Thermodynamics of hydrogen-bonding mixtures 4: GE, HE, SE and CPE and possible double azeotropy of water+N-methylethylenediamine

An ebulliometer was used to measure total vapor-pressure (PTx) data on nine mixtures of water+N-methylethylenediamine (and the pure components) between 52 and 116°C. Bubble-point data were measured at six pressures from 13.33 to 101.325 kPa. These PTx data indicate the following azeotropic behavior: at pressures below 32.7 kPa there is a single maximum-boiling azeotrope, above 46.7 kPa there is no azeotrope, and between 32.7 and 46.7 kPa there is the possibility of a double azeotrope.

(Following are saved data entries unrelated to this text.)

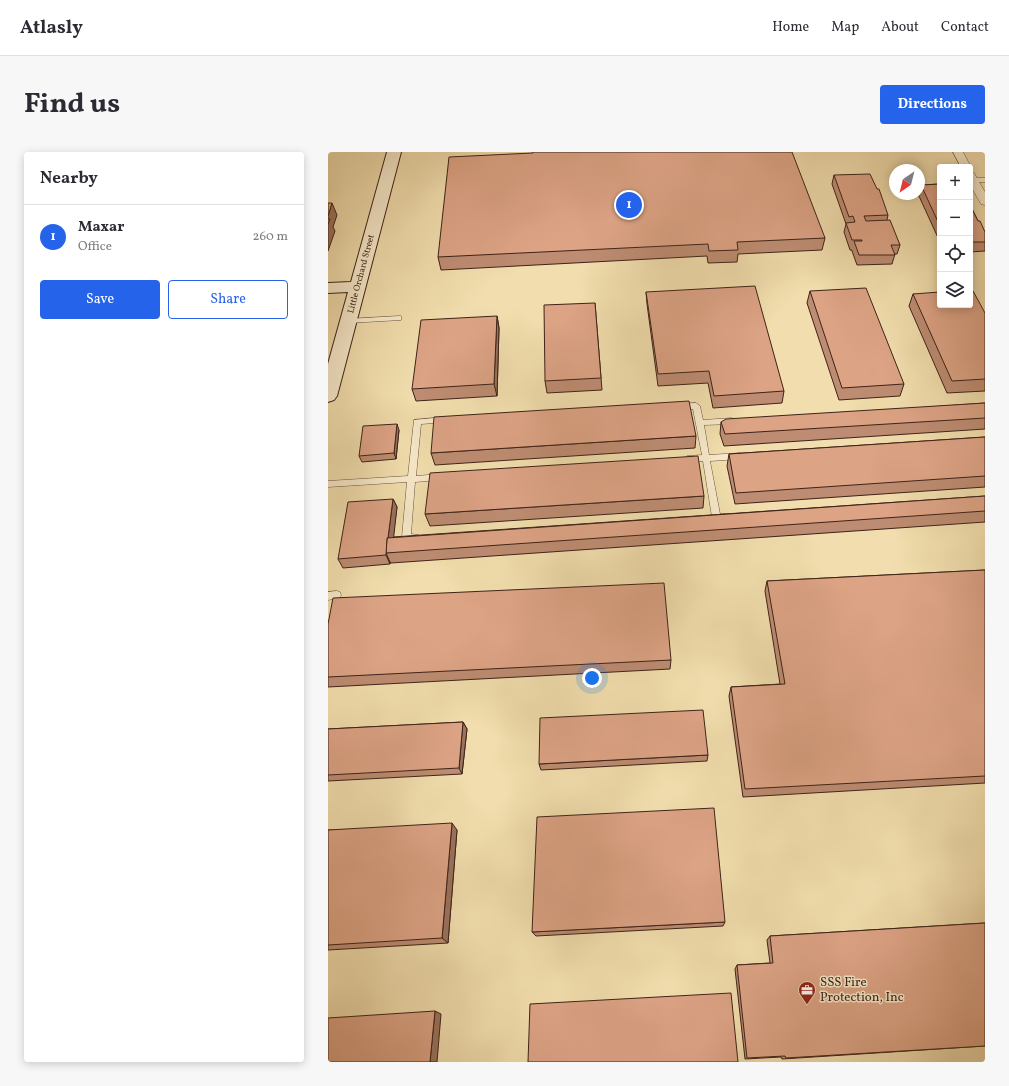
<!DOCTYPE html>
<meta charset="utf-8">
<style>
body{margin:0;font-family:Vollkorn,serif;background:#f7f7f7;color:#2b2b33}
.controls{position:absolute;right:12px;top:12px;display:grid;overflow:hidden;border-radius:4px;box-shadow:0 2px 10px #0003}
.controls button{width:36px;height:36px;display:grid;place-items:center;padding:0;border:0;border-bottom:1px solid #e1e1e2;background:#fff;color:#2b2b33;font:20px sans-serif}
.compass{position:absolute;left:561px;top:12px;width:36px;height:36px;border-radius:50%;background:#fff;box-shadow:0 2px 10px #0003;rotate:215deg}
.you{position:absolute;left:264px;top:526px;width:14px;height:14px;margin:-10px;border:3px solid #fff;border-radius:50%;background:#1a73e8;box-shadow:0 0 0 6px #1a73e833}
.badge{display:grid;place-items:center;width:26px;height:26px;border-radius:50%;background:#2563eb;color:#fff;font-size:13px;font-weight:700}
.pin{position:absolute;translate:-50% -50%;border:2px solid #fff;box-shadow:0 1px 4px #0006}
.list{margin:0;padding:0;list-style:none}
h2{display:flex;justify-content:space-between;align-items:center;height:52px;margin:0;padding:0 16px;font-size:17px}
h2 small{font-size:13px;font-weight:400;color:#7c7c81}
.list li{display:grid;grid-template-columns:26px 1fr auto;gap:12px;align-items:center;box-sizing:border-box;height:64px;padding:0 16px;border-top:1px solid #e1e1e2}
.list b{display:block;font-size:15px;white-space:nowrap}
.list p{margin:0;font-size:13px;white-space:nowrap;color:#7c7c81}
.list em{font-size:13px;font-style:normal;color:#7c7c81}
.actions{display:flex;gap:8px;padding:12px 16px}
.actions a{flex:1;padding:9px 0;border:1px solid #2563eb;border-radius:4px;text-align:center;font-size:14px;color:#2563eb}
.actions .main{background:#2563eb;color:#fff}
.icon{flex:none;width:22px;height:22px;fill:none;stroke:currentColor;stroke-width:2;stroke-linecap:round;stroke-linejoin:round}
.map{position:relative;flex:none;width:657px;height:910px;overflow:hidden;border-radius:4px}
header{display:flex;align-items:center;gap:24px;box-sizing:border-box;height:56px;padding:0 20px;background:#fff;border-bottom:1px solid #e1e1e2}
header strong{font-size:19px}
nav{display:flex;gap:22px;margin-inline-start:auto;font-size:14px}
.intro{display:flex;align-items:center;justify-content:space-between;box-sizing:border-box;height:96px;padding:0 24px}
h1{margin:0;font-size:28px}
.button{padding:10px 18px;border-radius:4px;background:#2563eb;color:#fff;font-size:14px;font-weight:700}
main{display:flex;gap:24px;padding:0 24px}
aside{flex:1;background:#fff;border-radius:4px;box-shadow:0 2px 10px #0003}
.map>svg:first-child{display:block}
.lines{fill:none;stroke-linecap:round;stroke-linejoin:round}
.lane-casing{stroke:#6c523d;stroke-width:1}
.street-casing{stroke:#6c523d;stroke-width:1}
.secondary-casing{stroke:#3f2318;stroke-width:2}
.lane{fill:#f6e9ca;fill-rule:evenodd}
.street{fill:#f6e9ca;fill-rule:evenodd}
.secondary{fill:#f6e9ca;fill-rule:evenodd}
.wall{fill:#bd8c72;stroke:#3f2318}
.shaded-wall{fill:#9a725d;stroke:#3f2318}
.building{fill:#dca385;stroke:#3f2318}
.labels{text-anchor:middle;dominant-baseline:central;stroke-width:3;stroke-linejoin:round;paint-order:stroke}
.far-street-label{font-size:9px;fill:#3f2318;stroke:#f6e9ca}
.near-poi-label{font-size:13px;fill:#3f2318;stroke:#f6e9ca;text-anchor:start}
</style>
<header>
<strong>Atlasly</strong>
<nav><a>Home</a><a>Map</a><a>About</a><a>Contact</a></nav>
</header>
<div class="intro"><h1>Find us</h1><a class="button">Directions</a></div>
<main>
<aside>
<h2>Nearby<small></small></h2>
<ul class="list">
<li><span class="badge">1</span><div><b>Maxar</b><p>Office</p></div><em>260 m</em></li>
</ul>
<div class="actions"><a class="main">Save</a><a>Share</a></div>
</aside>
<div class="map">
<svg width="657" height="910" viewBox="0 0 657 910">
<rect width="100%" height="100%" fill="#f1ddad"/>
<filter id="stains"><feTurbulence type="fractalNoise" baseFrequency=".005" numOctaves="4"/><feColorMatrix values="0 0 0 0 .2 0 0 0 0 .09 0 0 0 0 .02 0 0 0 .5 -.17"/></filter>
<radialGradient id="worn" r=".72"><stop offset=".6" stop-color="#630" stop-opacity="0"/><stop offset="1" stop-color="#630" stop-opacity=".3"/></radialGradient>
<g class="lines">
<defs>
<g id="lane">
<rect x="642" y="26" width="15" height="4"/>
<polygon points="71,164 73,164 73,168 20,171 17,169 20,167"/>
<path d="M368 251 372 254 375 268 404 266 408 269 404 272 376 273 381 303 412 301 416 304 412 307 382 309 392 362H398L402 365C399 370 387 370 384 365L375 309 359 310 355 307 359 304 374 303 365 257 350 258 346 255 350 252Z"/>
<polygon points="118,265 122,268 121,270 93,272 88,324 112,322 116,325 112,328 87,330 83,382 91,383 92,385 91,387 78,388 74,385 79,330 0,335 0,329 80,324 86,268"/>
<polygon points="9,439 12,440 13,443 12,446 0,448 0,440"/>
</g>
<g id="street">
<polygon points="625,0 635,0 643,15 642,17 642,15 633,15"/>
<polygon points="642,20 646,21 657,40 657,53 653,52 642,33"/>
</g>
<polygon id="secondary" points="59,0 73,0 9,244 6,248 0,250 0,212 20,140 0,141 0,131 23,130"/>
</defs>
<use href="#lane" class="lane-casing"/>
<use href="#street" class="street-casing"/>
<use href="#secondary" class="secondary-casing"/>
<use href="#lane" class="lane"/>
<use href="#street" class="street"/>
<use href="#secondary" class="secondary"/>
</g>
<g class="wall">
<polygon points="224,0 497,86 494,98 410,102 409,110 380,111 379,104 113,118 110,105 205,1"/>
<polygon points="506,23 560,63 559,68 572,93 569,102 567,102 564,112 529,113 524,99 524,98 522,98 516,80 518,72 504,32"/>
<polygon points="612,32 612,90 590,42 591,42 591,38 593,33"/>
<polygon points="642,53 650,69 657,80 657,99 642,100"/>
<polygon points="482,139 576,232 572,244 511,248 479,151"/>
<polygon points="318,140 456,239 454,251 385,256 380,231 330,234 319,152"/>
<polygon points="585,142 657,161 657,239 619,241 581,154"/>
<polygon points="267,151 274,238 219,241 217,229"/>
<polygon points="169,164 171,176 169,244 88,249 84,237"/>
<polygon points="657,251 657,277 396,294 392,282 393,270"/>
<polygon points="71,278 68,307 34,310 31,304"/>
<polygon points="368,284 367,296 107,313 103,301"/>
<polygon points="657,285 657,335 407,352 399,314 401,302"/>
<polygon points="376,344 375,356 102,374 97,362"/>
<polygon points="657,344 657,370 63,411 62,410 62,412 15,416 10,407 65,347 69,355 65,385"/>
<polygon points="657,418 657,631 415,645 401,544 403,535 452,532 437,439 439,429"/>
<polygon points="0,472 343,508 342,517 0,535"/>
<polygon points="135,570 139,577 134,622 0,629 0,577"/>
<polygon points="380,603 379,609 213,618 211,612"/>
<polygon points="0,678 129,678 120,791 0,798"/>
<polygon points="397,770 395,774 208,784 204,780"/>
<polygon points="657,771 657,894 454,907 453,905 417,907 407,817 409,813 442,811 439,788 442,784"/>
</g>
<g class="shaded-wall">
<polygon points="4,51 9,63 5,75 7,79 0,99 0,64"/>
<polygon points="169,164 171,176 169,244 166,232"/>
<polygon points="69,272 71,278 68,307 66,301"/>
<polygon points="65,347 69,355 64,400 58,401"/>
<polygon points="58,401 62,410 62,412 58,403"/>
<polygon points="135,570 139,577 134,622 131,616"/>
<polygon points="124,671 129,678 120,791 114,786"/>
<polygon points="107,859 113,862 109,910 102,910"/>
</g>
<g class="building">
<polygon points="205,0 464,0 497,86 409,90 410,98 381,99 380,92 110,105 121,5 205,1"/>
<polygon points="542,22 549,37 551,37 560,63 536,64 538,69 562,68 572,93 563,93 567,103 531,103 526,89 534,89 534,88 524,88 518,71 527,70 525,64 521,65 506,23"/>
<polygon points="612,32 612,74 593,33"/>
<polygon points="0,51 4,51 0,64"/>
<polygon points="642,53 650,69 652,69 657,80 657,90 642,90"/>
<polygon points="0,67 2,67 0,72"/>
<polygon points="427,134 456,239 386,244 381,219 330,222 318,140"/>
<polygon points="538,136 576,232 514,236 482,139"/>
<polygon points="642,139 645,139 657,161 657,227 624,229 585,142 612,140 612,153 642,153"/>
<polygon points="267,151 273,226 217,229 216,153"/>
<polygon points="169,164 166,232 84,237 93,168"/>
<polygon points="361,249 368,284 103,301 106,265"/>
<polygon points="657,251 657,266 397,282 393,270 398,267"/>
<polygon points="69,272 66,301 31,304 35,274"/>
<polygon points="657,285 657,324 408,341 401,302"/>
<polygon points="370,304 376,344 97,362 102,321"/>
<polygon points="657,344 657,359 58,401 59,386"/>
<polygon points="65,347 60,386 59,386 58,403 10,407 20,350"/>
<polygon points="657,418 657,624 417,637 403,535 457,532 439,429"/>
<polygon points="336,431 343,508 0,525 0,472 5,446"/>
<polygon points="375,558 380,603 211,612 212,566"/>
<polygon points="135,570 131,616 0,623 0,577"/>
<polygon points="386,656 397,770 204,780 209,665"/>
<polygon points="124,671 114,786 0,793 0,678"/>
<polygon points="657,771 657,894 458,906 457,904 419,906 409,813 445,811 442,784"/>
<polygon points="403,841 410,910 200,910 202,852"/>
<polygon points="107,859 102,910 0,910 0,866"/>
</g>
<defs>
<symbol id="office-pin" viewBox="-11 -11 22 30"><path d="M0 17L-7.5 6A9.5 9.5 0 1 1 7.5 6Z" fill="#8f2418" stroke="#f6e9ca"/><path d="M-6-3h4V-5.5h4V-3h4V5H-6ZM-1-4.5V-3h2v-1.5ZM-6 0V1H6V0Z" fill="#fff"/></symbol>
</defs>
<g fill-rule="evenodd">
<use href="#office-pin" x="469" y="828" width="20" height="27"/>
</g>
<g class="labels">
<g class="far-street-label">
<text transform="translate(33 122) rotate(-75)">Little Orchard Street</text>
</g>
<g class="near-poi-label">
<text x="492" y="831">SSS Fire<tspan x="492" dy="15">Protection, Inc</tspan></text>
</g>
</g>
<rect width="100%" height="100%" filter="url(#stains)"/>
<rect width="100%" height="100%" fill="url(#worn)"/>
</svg>
<div class="controls">
<button>+</button>
<button>−</button>
<button><svg class="icon" aria-label="locate" viewBox="0 0 24 24"><circle cx="12" cy="12" r="6"/><path d="M12 2v4M12 18v4M2 12h4M18 12h4"/></svg></button>
<button><svg class="icon" aria-label="layers" viewBox="0 0 24 24"><path d="M12 4l9 5-9 5-9-5zM3 14l9 5 9-5"/></svg></button>
</div>
<svg class="compass" viewBox="-18 -18 36 36"><path d="M0-13l5 13h-10z" fill="#e53935"/><path d="M0 13l5-13h-10z" fill="#7c7c81"/></svg>
<div class="you"></div>
<div class="pin badge" style="left:301px;top:53px">1</div>
</div>
</main>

This type of double azeotrope is rare because the pure component vapor pressures are considerably different (Psat1/Psat1≈1.6); it may be that the apparent extrema in the Tx data are due to artifacts related to the purity of the N-methylethylenediamine (≈95 mass%). ich–Kister GE model was fitted to isotherms at 60, 85, 90 and 100°C via Barker’s method with an average standard error of 0.52% in pressure. The system exhibits large negative deviations from ideality (derived γ∞=0.05–0.67) which decrease with increasing temperature. Equimolar GE/T values thus derived increase with increasing temperature which predicts a negative HE. Equimolar CPE data, measured by differential scanning calorimetry (DSC), are positive and also increase with increasing temperature. These mixture thermodynamic data show that the system water+N-methylethylenediamine belongs to the class of mixtures where GE<0, HE<0, and TSE<0. Therefore, the data indicate that (1–2) hydrogen-bonding of water with N-methylethylenediamine is greater than either the (1–1) or (2–2) hydrogen-bonding in the pure components.